Dataset excerpts ->
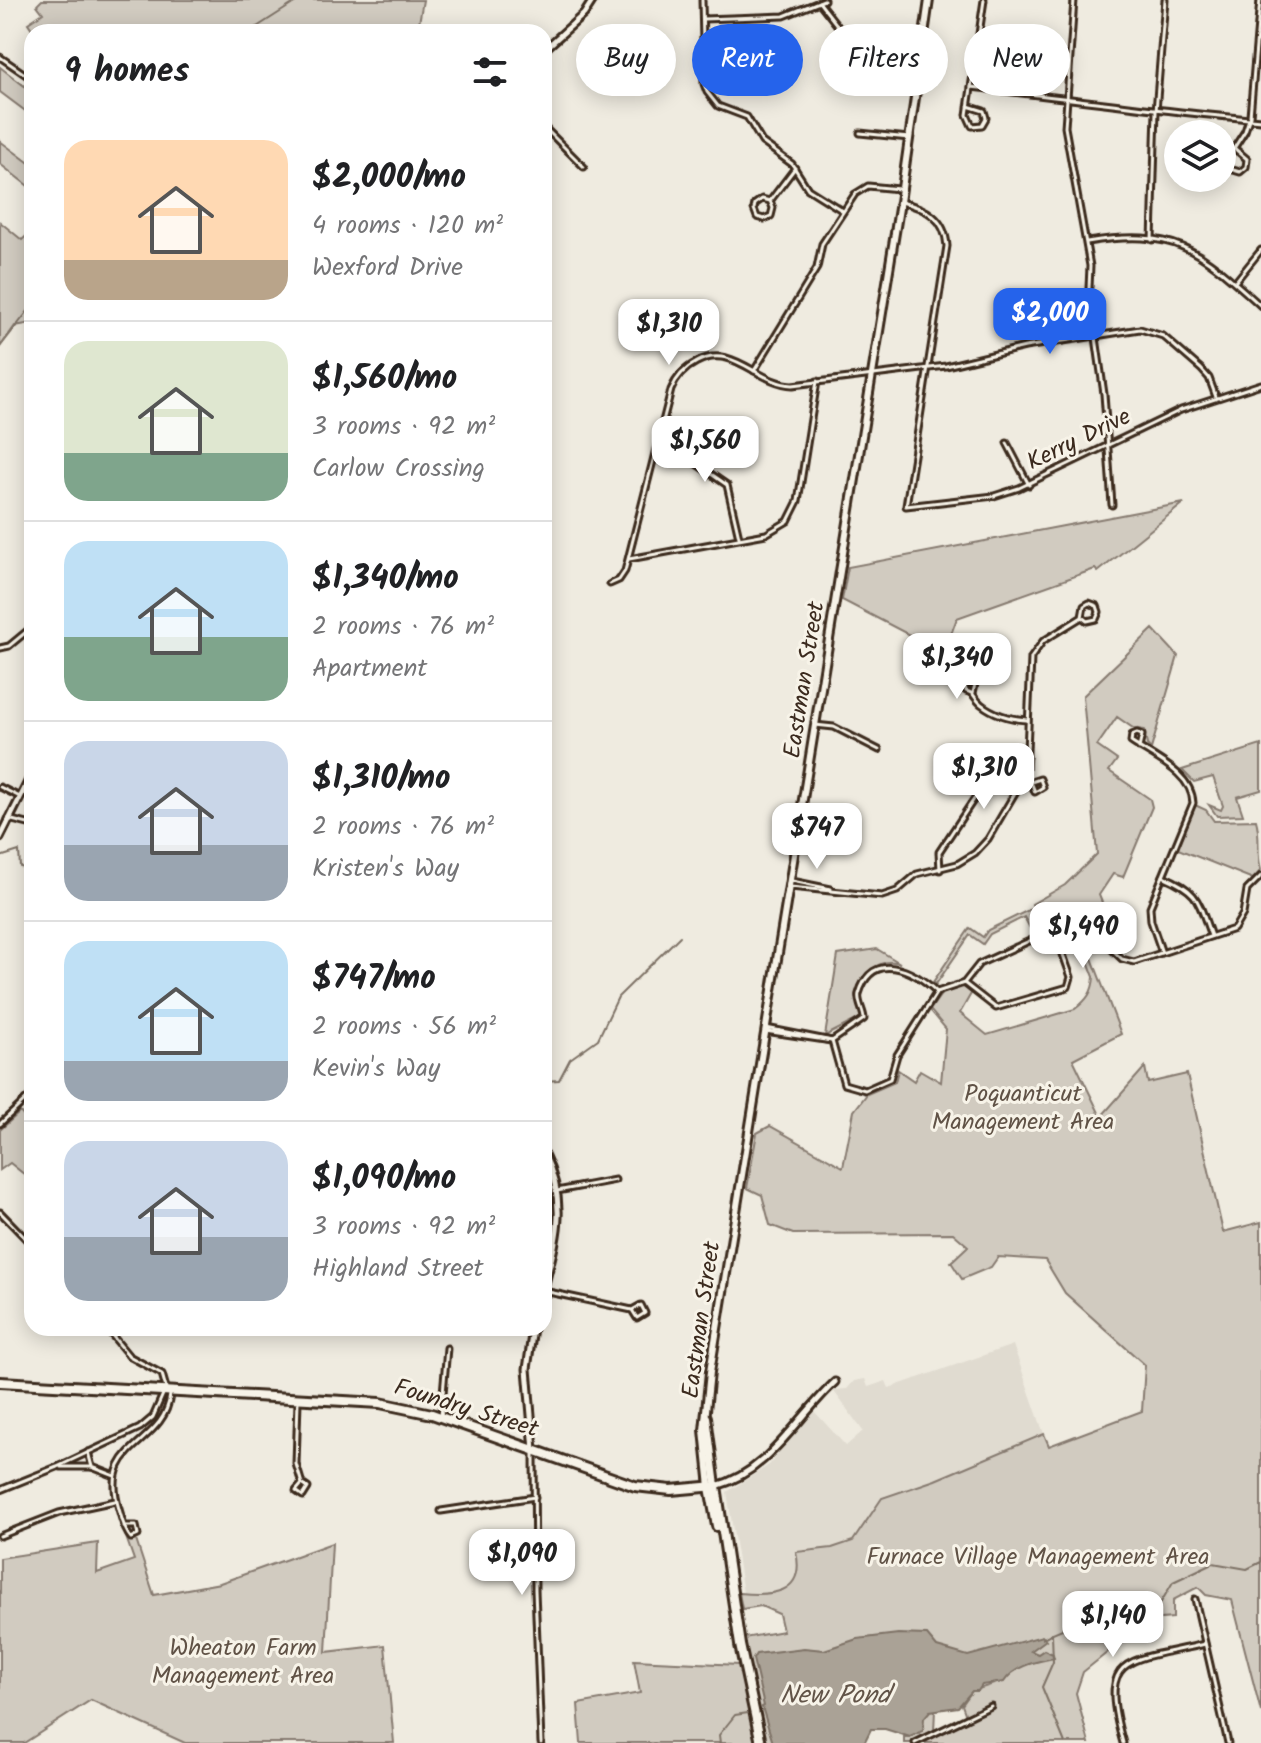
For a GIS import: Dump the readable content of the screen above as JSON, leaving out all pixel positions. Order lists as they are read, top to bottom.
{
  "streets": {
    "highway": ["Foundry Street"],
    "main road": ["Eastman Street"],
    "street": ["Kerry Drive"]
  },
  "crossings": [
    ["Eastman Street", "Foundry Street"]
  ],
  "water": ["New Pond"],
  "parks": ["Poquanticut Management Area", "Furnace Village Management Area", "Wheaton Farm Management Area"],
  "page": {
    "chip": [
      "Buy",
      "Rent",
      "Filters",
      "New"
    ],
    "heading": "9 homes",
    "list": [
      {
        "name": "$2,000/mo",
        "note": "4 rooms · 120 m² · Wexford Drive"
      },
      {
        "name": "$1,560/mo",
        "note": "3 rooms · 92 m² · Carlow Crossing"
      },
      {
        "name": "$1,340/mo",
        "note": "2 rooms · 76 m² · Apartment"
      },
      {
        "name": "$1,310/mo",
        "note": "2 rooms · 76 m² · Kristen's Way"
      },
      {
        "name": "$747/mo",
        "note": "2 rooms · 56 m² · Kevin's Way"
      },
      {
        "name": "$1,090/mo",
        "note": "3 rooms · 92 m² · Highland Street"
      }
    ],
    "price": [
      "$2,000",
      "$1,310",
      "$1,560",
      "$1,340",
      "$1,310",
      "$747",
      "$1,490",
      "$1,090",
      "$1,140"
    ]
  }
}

Requirement ->
Some lines of the data above may hold the word "name"; report how many do, and nothing else.

Answer space ->
6